Copy every line from the records below that holds the word "lines".
Study material below:
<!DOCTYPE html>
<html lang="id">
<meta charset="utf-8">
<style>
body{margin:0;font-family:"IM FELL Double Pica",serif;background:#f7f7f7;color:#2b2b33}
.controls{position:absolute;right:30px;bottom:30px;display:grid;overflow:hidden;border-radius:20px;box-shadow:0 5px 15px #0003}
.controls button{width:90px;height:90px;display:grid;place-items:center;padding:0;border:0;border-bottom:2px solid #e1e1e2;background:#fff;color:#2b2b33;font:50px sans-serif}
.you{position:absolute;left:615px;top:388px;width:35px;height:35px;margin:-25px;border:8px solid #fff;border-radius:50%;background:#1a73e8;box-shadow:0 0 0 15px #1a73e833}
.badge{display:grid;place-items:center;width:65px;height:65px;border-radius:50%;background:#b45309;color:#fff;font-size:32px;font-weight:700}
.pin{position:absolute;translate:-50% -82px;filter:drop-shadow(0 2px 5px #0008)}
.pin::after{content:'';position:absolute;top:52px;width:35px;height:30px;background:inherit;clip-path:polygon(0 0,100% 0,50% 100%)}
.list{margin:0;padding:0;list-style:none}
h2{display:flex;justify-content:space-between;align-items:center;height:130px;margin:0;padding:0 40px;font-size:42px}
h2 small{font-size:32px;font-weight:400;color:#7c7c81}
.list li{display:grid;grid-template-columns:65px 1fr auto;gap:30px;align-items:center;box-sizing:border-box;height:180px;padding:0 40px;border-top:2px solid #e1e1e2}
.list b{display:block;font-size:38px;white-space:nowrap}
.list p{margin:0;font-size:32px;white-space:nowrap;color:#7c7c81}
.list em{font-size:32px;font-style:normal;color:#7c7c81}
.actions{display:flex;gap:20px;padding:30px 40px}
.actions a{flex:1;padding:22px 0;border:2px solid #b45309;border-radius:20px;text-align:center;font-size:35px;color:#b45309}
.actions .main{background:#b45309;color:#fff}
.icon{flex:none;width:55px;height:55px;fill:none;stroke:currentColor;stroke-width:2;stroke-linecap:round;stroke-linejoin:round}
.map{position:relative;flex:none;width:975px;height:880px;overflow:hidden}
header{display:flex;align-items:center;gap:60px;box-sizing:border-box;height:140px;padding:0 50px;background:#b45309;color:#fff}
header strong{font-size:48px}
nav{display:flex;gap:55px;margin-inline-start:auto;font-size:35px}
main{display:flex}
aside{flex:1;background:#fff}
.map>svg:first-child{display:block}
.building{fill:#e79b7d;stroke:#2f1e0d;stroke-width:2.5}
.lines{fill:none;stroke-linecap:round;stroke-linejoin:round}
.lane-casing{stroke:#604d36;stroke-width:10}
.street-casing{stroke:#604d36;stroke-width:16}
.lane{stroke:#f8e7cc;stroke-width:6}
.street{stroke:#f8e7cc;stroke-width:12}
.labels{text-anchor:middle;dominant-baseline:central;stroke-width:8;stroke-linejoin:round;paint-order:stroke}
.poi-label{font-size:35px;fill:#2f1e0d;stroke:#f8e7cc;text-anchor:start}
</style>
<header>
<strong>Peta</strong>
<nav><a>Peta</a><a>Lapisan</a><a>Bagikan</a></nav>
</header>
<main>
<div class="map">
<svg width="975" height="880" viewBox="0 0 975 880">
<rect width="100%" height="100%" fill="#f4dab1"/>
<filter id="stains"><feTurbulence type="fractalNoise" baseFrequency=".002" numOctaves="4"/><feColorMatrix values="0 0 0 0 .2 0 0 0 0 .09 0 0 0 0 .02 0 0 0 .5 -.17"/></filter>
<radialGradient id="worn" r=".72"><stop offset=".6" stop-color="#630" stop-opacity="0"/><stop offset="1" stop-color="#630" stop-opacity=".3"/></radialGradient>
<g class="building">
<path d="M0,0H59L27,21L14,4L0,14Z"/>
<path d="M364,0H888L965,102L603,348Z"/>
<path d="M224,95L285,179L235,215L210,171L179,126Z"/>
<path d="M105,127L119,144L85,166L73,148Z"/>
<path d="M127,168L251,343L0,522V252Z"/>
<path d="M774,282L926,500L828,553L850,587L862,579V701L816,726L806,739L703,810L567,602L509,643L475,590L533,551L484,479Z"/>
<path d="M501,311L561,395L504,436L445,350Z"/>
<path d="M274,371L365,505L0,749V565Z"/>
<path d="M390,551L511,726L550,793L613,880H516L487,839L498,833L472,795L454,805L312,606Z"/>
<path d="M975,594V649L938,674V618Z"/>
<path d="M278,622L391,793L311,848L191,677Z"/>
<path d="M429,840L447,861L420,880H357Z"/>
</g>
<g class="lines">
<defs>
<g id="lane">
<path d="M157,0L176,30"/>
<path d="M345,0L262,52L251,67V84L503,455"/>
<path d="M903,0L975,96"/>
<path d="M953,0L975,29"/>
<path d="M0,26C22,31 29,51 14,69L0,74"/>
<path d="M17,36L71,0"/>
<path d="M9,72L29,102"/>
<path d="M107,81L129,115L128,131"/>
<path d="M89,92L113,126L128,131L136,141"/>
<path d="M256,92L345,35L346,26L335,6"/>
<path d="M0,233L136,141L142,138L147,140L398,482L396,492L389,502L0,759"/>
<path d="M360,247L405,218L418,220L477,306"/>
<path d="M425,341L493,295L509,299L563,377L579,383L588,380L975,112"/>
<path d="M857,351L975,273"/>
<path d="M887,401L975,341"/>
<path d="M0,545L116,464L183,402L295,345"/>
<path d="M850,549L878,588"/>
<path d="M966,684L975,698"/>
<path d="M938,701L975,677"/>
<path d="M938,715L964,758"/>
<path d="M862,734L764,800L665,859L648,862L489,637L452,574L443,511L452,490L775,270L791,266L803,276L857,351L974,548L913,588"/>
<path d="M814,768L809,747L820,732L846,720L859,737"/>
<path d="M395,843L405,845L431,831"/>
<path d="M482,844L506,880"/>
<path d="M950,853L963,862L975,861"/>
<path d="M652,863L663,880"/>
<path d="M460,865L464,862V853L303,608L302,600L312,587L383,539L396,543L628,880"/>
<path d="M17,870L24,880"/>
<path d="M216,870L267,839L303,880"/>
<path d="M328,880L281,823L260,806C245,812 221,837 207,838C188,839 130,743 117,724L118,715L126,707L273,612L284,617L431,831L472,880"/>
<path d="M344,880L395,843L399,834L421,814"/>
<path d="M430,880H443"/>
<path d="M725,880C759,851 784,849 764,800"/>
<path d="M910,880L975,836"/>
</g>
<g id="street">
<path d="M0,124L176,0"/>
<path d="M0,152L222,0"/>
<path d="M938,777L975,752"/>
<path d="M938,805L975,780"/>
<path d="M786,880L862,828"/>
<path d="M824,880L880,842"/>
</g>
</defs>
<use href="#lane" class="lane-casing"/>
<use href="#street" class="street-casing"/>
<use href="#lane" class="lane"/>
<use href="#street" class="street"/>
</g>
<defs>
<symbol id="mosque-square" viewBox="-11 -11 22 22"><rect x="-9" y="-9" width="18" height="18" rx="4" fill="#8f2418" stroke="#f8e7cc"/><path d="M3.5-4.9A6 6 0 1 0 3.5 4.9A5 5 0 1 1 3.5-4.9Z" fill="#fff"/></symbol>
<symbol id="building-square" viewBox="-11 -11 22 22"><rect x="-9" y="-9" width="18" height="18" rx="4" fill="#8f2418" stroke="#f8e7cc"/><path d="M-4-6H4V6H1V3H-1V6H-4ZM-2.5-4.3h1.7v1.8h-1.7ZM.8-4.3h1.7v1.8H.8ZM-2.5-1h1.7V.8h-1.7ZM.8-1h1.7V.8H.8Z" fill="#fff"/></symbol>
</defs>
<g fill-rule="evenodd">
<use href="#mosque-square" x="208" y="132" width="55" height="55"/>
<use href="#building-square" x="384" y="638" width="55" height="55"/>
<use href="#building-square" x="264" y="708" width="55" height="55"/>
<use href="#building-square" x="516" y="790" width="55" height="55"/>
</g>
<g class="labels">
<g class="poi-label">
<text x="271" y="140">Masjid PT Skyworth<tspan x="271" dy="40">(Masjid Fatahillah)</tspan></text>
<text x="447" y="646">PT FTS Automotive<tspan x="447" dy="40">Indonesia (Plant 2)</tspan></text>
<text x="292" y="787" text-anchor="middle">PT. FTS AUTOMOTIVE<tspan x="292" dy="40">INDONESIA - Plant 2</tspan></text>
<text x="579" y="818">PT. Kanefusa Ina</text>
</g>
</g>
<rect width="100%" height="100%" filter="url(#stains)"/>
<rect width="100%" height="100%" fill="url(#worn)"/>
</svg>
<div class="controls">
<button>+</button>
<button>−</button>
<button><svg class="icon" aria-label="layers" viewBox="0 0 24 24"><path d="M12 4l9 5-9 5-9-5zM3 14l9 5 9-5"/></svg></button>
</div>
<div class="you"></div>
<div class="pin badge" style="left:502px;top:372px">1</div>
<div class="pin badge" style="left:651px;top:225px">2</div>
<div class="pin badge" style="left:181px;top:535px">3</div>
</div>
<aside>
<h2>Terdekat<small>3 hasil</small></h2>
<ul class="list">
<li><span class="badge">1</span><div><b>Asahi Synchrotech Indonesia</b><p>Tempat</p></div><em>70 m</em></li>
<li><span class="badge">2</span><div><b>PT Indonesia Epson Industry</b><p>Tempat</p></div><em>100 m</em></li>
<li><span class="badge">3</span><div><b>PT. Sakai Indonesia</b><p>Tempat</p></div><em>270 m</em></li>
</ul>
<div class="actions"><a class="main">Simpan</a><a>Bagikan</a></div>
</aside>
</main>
End of Study material.
# Answer below:
.lines{fill:none;stroke-linecap:round;stroke-linejoin:round}
<g class="lines">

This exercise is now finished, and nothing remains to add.